**PROMPT**
Search the records for the string "Dislivello", then copy each line that has it.

Records from a data collection:
- - -
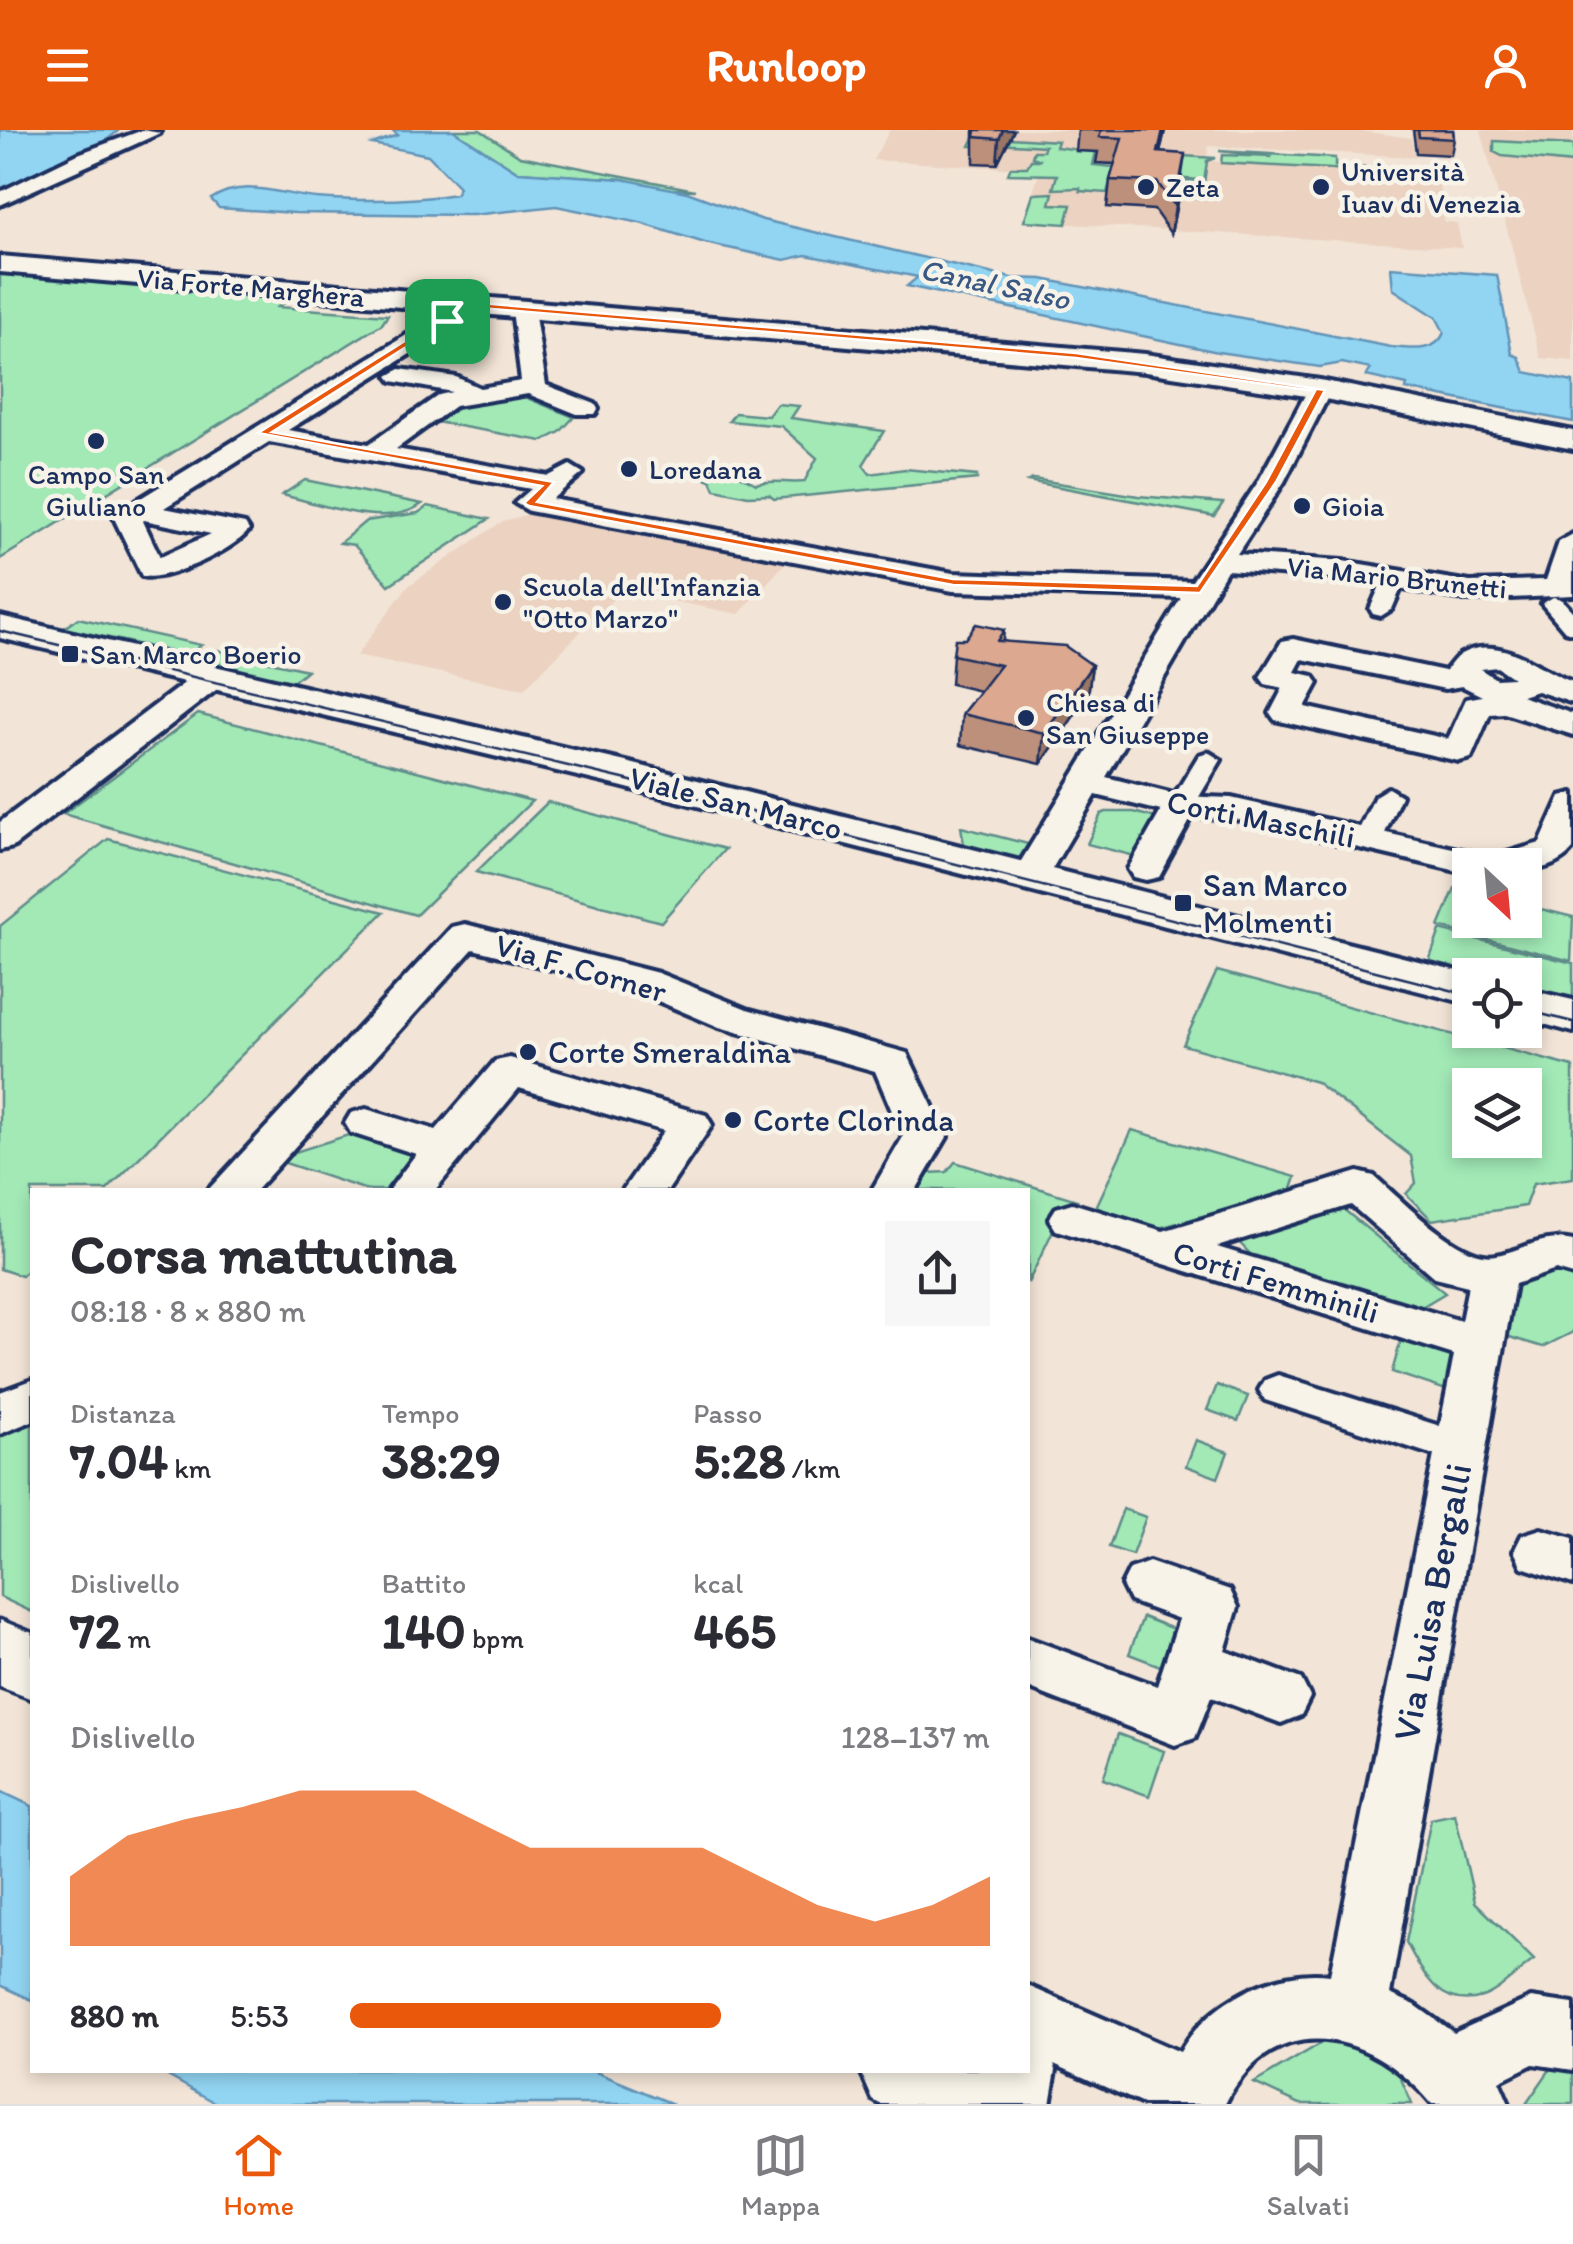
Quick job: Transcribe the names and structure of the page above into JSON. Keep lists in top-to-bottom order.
{
  "streets": {
    "street": [
      "Via Forte Marghera",
      "Via Mario Brunetti",
      "Viale San Marco",
      "Corti Maschili",
      "Via F. Corner",
      "Corti Femminili",
      "Via Luisa Bergalli"
    ]
  },
  "crossings": [
    ["Corti Femminili", "Via Luisa Bergalli"]
  ],
  "water": ["Canal Salso"],
  "places": {
    "other": [
      "Zeta",
      "Università Iuav di Venezia",
      "Campo San Giuliano",
      "Loredana",
      "Gioia",
      "Scuola dell'Infanzia \"Otto Marzo\"",
      "Chiesa di San Giuseppe",
      "Corte Smeraldina",
      "Corte Clorinda"
    ],
    "transit": ["San Marco Boerio", "San Marco Molmenti"]
  },
  "north": "bottom right",
  "page": {
    "header": "Runloop",
    "heading": ["Corsa mattutina", "08:18 · 8 × 880 m"],
    "stats": [
      ["Distanza", "7.04 km"],
      ["Tempo", "38:29"],
      ["Passo", "5:28 /km"],
      ["Dislivello", "72 m"],
      ["Battito", "140 bpm"],
      ["kcal", "465"]
    ],
    "chart": ["Dislivello", "128–137 m"],
    "list": [
      {
        "name": "880 m",
        "note": "5:53"
      }
    ],
    "tabs": ["Home", "Mappa", "Salvati"]
  }
}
- - -
**WRITTEN ANSWER**
      ["Dislivello", "72 m"],
    "chart": ["Dislivello", "128–137 m"],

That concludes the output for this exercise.